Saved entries
● ● ● ●

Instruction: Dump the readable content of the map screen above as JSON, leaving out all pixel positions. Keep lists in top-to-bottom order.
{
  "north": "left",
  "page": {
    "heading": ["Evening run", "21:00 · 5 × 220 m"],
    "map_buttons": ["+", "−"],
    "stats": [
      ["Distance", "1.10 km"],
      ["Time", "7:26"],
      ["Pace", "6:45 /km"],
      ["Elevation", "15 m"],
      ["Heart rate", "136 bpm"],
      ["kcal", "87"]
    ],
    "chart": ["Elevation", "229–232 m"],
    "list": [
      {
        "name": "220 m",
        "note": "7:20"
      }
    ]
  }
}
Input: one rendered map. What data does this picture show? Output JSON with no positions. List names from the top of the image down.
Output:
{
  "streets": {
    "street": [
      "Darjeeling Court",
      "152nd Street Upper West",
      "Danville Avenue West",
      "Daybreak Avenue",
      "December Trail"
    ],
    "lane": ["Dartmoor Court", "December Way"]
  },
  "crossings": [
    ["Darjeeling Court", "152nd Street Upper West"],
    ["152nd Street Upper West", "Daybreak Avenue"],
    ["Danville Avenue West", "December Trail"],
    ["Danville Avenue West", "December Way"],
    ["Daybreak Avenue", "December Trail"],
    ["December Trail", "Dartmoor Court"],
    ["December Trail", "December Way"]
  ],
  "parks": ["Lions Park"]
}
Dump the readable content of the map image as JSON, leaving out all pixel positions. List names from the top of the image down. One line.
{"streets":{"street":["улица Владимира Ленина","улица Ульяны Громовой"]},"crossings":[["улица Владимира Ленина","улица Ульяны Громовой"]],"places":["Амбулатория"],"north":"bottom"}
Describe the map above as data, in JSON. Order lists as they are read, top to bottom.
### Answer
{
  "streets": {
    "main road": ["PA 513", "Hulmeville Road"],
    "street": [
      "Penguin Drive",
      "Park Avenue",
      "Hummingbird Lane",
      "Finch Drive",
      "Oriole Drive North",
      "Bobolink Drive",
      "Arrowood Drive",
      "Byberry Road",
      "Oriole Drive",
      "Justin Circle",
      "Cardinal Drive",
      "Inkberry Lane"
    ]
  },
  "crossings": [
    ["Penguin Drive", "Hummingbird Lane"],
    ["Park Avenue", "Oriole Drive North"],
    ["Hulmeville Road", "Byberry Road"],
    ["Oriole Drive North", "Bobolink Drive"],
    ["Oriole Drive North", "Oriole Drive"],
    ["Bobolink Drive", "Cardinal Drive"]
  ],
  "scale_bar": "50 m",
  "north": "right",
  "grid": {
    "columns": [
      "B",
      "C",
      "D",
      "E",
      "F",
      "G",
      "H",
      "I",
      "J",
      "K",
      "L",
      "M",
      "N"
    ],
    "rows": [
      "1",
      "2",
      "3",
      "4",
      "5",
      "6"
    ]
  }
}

● ● ● ●

Aim of the exercise
Find each line in the records that includes the word "data". Report the total and nothing more.

Solution for this task
2